*** Data excerpts Section Begins ***

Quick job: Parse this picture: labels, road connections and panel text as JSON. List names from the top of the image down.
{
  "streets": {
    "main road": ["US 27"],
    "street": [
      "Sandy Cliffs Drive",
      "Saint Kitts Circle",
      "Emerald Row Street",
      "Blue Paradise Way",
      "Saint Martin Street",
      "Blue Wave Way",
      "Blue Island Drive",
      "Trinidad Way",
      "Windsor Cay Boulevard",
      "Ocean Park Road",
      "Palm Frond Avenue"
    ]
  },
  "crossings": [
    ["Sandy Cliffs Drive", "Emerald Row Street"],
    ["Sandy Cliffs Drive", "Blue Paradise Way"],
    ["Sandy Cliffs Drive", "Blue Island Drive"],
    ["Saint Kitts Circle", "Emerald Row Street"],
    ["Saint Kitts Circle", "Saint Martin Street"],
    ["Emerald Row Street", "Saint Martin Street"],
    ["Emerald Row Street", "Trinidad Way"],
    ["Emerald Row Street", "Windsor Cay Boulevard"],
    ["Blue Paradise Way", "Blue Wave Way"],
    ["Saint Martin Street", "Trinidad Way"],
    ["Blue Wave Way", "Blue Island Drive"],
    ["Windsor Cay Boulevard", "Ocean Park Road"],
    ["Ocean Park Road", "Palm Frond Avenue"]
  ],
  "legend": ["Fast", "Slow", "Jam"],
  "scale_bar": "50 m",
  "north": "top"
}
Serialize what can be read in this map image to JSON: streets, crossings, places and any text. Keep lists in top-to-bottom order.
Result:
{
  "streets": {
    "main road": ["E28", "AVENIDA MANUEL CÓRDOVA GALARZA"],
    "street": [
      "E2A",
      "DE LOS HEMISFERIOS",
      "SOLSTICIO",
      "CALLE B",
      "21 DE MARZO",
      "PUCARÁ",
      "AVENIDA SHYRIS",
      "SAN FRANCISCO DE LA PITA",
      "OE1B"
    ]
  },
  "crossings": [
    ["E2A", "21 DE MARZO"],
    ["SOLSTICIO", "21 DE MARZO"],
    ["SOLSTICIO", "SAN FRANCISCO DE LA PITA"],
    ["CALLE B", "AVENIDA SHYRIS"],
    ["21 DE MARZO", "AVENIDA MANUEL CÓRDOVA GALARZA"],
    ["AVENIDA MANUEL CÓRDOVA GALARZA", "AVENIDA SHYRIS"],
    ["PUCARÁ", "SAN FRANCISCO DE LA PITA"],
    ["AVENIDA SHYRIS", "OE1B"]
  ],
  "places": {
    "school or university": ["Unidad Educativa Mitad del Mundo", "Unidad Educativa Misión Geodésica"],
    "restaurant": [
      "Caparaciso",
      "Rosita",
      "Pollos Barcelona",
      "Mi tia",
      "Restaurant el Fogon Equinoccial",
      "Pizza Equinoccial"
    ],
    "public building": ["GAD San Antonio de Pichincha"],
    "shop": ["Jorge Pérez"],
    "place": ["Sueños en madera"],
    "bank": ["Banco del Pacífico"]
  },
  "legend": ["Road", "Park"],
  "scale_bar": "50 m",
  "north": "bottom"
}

*** Data excerpts Section Ends ***

◆ The problem
All lines that hold the word "Avenue" should be copied from the data.

◆ Your solution
      "Palm Frond Avenue"
    ["Ocean Park Road", "Palm Frond Avenue"]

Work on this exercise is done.